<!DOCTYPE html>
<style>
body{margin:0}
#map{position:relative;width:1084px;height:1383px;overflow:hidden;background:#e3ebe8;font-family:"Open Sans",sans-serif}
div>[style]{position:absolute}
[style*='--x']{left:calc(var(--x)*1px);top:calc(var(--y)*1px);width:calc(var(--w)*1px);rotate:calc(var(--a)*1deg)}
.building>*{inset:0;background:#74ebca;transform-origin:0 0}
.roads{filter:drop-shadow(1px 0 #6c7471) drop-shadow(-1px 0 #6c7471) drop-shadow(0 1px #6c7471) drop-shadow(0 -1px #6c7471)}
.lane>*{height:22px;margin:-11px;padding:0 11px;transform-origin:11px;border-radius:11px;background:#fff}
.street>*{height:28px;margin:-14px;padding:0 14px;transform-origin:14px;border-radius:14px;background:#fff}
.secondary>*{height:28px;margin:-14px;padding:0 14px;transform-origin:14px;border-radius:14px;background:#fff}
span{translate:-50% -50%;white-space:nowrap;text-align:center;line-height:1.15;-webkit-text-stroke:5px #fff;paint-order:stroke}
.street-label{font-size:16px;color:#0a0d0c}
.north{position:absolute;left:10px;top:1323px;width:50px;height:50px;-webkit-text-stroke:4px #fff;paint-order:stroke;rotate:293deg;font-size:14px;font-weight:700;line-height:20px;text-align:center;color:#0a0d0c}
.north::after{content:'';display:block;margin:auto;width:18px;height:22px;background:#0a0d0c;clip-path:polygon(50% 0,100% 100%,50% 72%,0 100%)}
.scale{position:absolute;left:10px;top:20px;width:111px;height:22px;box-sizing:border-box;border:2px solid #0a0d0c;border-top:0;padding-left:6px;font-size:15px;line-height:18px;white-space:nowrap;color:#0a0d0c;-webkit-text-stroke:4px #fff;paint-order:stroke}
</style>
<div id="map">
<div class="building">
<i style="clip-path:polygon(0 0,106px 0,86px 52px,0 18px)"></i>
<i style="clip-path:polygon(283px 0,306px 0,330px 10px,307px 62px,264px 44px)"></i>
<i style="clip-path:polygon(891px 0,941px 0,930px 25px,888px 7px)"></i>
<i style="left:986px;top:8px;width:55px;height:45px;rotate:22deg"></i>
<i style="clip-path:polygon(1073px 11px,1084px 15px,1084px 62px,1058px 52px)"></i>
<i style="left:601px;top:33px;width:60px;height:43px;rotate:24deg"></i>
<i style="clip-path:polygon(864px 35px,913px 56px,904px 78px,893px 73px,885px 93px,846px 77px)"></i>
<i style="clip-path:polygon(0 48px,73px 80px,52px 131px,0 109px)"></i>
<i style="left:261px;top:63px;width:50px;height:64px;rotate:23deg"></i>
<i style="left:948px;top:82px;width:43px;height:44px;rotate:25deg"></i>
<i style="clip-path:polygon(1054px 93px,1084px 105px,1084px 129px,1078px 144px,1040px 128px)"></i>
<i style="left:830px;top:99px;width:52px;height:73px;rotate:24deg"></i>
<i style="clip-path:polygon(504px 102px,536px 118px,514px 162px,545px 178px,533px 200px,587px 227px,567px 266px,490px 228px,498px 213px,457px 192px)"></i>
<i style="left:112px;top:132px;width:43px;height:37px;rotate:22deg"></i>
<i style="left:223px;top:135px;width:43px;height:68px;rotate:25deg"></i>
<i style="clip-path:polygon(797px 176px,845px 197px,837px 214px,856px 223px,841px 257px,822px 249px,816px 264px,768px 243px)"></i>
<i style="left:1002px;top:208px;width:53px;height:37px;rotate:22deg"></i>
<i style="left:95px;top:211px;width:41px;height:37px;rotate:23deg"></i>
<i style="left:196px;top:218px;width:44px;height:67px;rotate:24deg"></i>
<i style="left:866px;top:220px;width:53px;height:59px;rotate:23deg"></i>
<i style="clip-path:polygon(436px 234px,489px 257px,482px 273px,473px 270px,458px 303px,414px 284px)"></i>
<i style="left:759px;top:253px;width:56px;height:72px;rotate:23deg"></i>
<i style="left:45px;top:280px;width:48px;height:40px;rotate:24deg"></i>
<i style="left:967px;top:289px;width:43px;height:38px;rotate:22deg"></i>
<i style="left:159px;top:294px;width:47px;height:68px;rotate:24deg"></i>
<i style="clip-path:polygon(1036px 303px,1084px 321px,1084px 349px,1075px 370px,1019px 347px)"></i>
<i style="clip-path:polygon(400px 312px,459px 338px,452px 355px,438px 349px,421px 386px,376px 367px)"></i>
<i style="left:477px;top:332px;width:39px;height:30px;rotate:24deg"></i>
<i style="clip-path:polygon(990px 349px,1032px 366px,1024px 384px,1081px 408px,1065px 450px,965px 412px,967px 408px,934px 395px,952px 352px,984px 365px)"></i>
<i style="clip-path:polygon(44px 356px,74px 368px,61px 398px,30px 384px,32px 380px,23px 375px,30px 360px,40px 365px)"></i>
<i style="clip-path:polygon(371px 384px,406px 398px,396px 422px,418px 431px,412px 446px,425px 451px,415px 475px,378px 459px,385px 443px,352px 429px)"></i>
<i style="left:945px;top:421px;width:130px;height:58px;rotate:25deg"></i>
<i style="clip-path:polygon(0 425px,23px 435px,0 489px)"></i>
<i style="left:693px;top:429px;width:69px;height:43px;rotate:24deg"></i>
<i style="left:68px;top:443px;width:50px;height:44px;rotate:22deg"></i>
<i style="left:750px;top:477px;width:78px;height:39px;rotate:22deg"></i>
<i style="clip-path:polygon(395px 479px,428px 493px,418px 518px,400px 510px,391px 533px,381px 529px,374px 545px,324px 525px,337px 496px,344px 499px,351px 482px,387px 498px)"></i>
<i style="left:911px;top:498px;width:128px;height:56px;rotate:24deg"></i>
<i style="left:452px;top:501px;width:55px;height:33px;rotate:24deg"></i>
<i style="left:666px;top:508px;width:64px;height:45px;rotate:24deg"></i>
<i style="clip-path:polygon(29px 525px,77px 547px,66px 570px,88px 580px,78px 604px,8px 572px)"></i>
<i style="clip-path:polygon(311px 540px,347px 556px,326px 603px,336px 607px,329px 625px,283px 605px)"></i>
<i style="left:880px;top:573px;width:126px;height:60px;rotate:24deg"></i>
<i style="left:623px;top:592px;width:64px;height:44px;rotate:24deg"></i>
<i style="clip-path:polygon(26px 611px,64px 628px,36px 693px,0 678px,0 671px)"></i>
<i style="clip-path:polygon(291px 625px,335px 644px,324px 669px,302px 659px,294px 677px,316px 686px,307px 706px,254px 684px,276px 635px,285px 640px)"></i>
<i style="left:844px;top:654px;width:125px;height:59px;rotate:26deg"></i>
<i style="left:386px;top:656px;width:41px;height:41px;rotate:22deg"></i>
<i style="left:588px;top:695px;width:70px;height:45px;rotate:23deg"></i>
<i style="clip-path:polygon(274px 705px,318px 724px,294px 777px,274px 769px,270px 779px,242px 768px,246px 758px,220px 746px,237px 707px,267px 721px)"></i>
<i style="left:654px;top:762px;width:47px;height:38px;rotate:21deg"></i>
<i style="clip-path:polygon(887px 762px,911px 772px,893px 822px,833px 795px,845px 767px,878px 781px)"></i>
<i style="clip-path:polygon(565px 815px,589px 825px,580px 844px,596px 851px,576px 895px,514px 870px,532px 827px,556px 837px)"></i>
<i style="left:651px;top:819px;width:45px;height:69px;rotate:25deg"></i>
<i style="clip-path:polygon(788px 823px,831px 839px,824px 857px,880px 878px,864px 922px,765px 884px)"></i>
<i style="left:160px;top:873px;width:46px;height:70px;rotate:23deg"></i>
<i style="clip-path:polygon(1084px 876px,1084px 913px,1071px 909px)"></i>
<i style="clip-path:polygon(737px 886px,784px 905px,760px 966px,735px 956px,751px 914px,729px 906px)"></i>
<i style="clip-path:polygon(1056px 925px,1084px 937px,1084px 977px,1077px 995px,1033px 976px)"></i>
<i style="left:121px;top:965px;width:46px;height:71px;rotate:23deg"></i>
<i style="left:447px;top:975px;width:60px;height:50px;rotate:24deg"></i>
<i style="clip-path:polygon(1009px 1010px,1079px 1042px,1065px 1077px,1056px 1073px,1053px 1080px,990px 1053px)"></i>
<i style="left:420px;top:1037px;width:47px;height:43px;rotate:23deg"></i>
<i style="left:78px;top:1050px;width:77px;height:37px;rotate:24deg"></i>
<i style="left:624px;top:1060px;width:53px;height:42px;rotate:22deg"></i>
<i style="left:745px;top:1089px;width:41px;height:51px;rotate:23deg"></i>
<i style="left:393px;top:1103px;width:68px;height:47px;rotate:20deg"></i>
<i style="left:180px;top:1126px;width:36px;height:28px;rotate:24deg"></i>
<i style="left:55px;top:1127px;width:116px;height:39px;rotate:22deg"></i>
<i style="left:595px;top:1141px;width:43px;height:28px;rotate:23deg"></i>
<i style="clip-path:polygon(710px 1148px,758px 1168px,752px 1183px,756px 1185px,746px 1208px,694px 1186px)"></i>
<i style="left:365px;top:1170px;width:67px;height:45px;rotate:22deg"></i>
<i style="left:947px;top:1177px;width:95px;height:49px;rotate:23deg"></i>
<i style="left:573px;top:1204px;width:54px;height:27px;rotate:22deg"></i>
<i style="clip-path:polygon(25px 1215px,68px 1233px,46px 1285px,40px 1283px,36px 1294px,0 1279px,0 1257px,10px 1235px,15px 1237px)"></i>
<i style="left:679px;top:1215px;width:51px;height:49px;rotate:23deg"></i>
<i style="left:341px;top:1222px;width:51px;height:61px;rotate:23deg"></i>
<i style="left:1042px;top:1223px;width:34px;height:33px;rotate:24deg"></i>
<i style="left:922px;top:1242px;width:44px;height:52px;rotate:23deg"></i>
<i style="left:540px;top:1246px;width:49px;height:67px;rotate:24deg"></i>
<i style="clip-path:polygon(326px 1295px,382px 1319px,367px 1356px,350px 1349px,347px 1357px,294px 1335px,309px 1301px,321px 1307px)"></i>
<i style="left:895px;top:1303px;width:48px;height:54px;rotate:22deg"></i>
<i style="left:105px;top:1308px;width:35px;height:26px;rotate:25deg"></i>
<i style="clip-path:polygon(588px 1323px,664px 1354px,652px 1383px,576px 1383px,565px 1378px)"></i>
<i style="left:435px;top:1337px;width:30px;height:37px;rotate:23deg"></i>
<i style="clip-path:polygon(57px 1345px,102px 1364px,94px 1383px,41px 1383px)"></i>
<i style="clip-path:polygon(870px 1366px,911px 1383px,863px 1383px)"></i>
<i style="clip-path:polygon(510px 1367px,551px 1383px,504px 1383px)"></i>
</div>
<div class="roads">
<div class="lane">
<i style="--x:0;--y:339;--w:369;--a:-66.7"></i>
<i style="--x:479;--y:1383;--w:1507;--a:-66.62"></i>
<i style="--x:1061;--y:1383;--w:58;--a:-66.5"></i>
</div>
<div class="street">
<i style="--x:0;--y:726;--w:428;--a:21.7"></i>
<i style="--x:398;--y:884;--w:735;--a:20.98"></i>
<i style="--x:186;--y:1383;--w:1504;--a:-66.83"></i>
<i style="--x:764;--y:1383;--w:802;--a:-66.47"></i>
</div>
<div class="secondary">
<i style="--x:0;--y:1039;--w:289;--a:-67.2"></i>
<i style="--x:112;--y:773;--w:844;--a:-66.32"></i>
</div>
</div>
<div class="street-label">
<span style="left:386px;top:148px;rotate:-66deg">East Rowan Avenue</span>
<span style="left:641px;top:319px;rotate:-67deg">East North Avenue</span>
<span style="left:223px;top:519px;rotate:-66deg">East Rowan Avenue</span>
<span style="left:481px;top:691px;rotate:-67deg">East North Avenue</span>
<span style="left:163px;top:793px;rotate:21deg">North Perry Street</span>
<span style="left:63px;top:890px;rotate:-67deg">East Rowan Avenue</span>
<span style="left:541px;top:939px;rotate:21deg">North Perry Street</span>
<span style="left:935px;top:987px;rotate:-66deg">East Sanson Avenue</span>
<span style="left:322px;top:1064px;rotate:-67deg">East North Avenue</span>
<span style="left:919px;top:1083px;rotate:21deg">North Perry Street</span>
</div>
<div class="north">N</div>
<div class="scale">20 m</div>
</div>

--

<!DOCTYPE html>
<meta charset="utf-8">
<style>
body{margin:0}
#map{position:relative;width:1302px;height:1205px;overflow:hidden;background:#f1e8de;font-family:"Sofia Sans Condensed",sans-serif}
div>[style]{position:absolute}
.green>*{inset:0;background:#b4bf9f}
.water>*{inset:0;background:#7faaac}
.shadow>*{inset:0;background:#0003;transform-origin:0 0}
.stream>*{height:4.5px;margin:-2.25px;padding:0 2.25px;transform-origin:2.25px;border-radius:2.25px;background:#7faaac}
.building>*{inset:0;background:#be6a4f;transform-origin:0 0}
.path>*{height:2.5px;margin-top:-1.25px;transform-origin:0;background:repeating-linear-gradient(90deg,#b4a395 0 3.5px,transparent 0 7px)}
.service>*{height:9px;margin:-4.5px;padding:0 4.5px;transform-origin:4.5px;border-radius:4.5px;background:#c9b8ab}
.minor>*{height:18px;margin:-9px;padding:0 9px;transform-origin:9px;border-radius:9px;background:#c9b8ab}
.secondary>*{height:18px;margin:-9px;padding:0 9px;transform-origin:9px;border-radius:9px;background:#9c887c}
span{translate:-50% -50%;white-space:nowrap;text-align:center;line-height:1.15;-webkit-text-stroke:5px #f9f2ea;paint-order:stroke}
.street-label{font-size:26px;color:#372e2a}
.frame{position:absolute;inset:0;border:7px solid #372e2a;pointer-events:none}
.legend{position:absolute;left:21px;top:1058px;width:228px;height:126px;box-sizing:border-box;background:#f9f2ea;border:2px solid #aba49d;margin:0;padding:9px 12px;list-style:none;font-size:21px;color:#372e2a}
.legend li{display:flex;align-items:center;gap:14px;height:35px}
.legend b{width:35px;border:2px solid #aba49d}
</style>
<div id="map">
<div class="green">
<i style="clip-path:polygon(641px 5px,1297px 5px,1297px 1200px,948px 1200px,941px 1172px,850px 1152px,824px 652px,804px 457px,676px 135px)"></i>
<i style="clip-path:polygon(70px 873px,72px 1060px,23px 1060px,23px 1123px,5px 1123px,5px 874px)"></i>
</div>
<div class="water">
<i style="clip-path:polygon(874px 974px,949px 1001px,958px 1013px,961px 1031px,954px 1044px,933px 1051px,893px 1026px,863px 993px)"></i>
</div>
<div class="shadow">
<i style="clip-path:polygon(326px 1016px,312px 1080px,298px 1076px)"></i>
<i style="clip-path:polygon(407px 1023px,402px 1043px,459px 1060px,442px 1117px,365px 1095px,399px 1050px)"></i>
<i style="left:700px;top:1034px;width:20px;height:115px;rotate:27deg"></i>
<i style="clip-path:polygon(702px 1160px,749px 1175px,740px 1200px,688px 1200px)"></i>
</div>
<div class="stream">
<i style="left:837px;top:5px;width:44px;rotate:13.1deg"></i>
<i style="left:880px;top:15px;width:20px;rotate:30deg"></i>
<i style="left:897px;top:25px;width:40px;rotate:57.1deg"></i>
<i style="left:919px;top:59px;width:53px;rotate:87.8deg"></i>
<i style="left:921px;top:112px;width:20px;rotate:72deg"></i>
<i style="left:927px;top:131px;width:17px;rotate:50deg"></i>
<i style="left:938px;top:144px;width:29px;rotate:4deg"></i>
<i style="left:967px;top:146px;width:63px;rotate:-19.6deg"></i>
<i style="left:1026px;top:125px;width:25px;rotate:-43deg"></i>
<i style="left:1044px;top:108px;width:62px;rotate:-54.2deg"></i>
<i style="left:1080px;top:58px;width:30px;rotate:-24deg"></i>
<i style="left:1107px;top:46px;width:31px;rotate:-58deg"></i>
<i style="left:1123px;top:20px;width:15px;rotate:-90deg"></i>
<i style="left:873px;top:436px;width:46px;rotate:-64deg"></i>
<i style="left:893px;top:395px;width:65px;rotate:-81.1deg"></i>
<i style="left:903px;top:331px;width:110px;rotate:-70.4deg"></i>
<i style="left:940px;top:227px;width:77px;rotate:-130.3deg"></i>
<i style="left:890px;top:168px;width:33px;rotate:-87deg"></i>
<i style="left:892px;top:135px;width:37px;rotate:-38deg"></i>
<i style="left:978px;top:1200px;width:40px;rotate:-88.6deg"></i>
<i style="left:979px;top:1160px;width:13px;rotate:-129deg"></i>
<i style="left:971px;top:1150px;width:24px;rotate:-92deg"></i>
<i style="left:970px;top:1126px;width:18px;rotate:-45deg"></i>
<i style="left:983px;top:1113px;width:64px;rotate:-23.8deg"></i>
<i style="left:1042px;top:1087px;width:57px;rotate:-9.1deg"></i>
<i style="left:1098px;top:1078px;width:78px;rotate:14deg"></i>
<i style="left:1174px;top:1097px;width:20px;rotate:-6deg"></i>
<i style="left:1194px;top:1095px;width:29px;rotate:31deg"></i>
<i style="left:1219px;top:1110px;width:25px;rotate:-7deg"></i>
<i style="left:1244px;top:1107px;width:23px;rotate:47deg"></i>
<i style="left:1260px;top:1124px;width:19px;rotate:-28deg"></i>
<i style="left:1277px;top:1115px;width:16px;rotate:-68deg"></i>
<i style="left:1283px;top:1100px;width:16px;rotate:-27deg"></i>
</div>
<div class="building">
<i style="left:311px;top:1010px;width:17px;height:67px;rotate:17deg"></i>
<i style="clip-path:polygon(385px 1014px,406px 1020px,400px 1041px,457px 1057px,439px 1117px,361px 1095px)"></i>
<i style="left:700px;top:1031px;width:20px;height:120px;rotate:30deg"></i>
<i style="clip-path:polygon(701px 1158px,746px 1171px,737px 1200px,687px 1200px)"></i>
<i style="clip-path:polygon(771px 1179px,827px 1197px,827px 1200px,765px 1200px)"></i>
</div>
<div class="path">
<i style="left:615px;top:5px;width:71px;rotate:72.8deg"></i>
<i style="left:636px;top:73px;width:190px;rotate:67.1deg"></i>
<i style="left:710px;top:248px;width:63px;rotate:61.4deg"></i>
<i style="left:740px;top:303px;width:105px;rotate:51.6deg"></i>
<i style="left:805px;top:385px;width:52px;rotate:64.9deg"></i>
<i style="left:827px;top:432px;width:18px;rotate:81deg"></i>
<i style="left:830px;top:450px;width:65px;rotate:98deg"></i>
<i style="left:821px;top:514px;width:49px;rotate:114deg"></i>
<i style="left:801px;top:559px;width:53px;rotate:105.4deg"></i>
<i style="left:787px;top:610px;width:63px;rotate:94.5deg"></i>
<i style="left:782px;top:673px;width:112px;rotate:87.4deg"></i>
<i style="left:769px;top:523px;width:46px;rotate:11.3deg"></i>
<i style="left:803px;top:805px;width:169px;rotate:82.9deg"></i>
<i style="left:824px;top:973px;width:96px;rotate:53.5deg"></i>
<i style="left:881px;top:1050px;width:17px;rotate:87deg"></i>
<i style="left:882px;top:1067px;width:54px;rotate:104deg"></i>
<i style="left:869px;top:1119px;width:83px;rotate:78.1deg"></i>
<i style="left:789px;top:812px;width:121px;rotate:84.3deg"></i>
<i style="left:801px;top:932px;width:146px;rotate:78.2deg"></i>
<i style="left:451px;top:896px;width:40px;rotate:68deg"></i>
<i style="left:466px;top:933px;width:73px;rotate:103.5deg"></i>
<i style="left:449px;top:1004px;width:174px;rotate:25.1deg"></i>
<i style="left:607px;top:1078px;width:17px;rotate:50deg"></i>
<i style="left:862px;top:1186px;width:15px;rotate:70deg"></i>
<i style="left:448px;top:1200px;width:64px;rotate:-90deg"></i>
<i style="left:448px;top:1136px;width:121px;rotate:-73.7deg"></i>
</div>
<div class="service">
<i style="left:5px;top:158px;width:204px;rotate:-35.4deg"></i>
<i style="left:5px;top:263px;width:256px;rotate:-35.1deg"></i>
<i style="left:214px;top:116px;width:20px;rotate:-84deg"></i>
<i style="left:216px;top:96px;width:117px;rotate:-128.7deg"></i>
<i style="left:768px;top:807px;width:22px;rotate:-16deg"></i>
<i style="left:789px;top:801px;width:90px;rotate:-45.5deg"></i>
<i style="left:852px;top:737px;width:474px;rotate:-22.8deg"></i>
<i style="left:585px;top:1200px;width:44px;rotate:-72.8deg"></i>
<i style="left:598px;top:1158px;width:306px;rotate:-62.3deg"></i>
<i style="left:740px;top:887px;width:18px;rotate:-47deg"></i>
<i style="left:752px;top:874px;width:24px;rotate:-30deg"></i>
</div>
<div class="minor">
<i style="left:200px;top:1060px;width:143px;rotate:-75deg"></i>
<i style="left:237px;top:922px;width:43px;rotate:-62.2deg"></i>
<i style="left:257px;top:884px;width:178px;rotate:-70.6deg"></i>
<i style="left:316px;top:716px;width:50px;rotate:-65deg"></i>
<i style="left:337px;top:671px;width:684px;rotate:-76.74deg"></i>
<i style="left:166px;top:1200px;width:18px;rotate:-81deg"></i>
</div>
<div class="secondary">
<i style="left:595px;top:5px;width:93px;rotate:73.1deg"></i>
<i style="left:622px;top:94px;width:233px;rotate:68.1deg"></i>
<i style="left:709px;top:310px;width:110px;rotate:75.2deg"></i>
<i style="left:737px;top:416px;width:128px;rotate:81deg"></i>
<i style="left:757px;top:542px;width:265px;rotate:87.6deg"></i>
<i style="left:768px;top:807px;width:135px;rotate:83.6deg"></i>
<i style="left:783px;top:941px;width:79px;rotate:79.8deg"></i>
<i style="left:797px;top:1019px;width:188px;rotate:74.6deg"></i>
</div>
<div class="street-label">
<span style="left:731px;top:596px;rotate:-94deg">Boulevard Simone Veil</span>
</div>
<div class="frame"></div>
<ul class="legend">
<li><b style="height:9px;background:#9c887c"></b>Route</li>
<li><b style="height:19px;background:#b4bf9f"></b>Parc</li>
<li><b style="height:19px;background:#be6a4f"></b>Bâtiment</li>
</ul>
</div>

§ EXERCISE DIRECTIONS: Select all lines in the listing that include the word "hidden".

§ RESULT OF THIS EXERCISE:
#map{position:relative;width:1084px;height:1383px;overflow:hidden;background:#e3ebe8;font-family:"Open Sans",sans-serif}
#map{position:relative;width:1302px;height:1205px;overflow:hidden;background:#f1e8de;font-family:"Sofia Sans Condensed",sans-serif}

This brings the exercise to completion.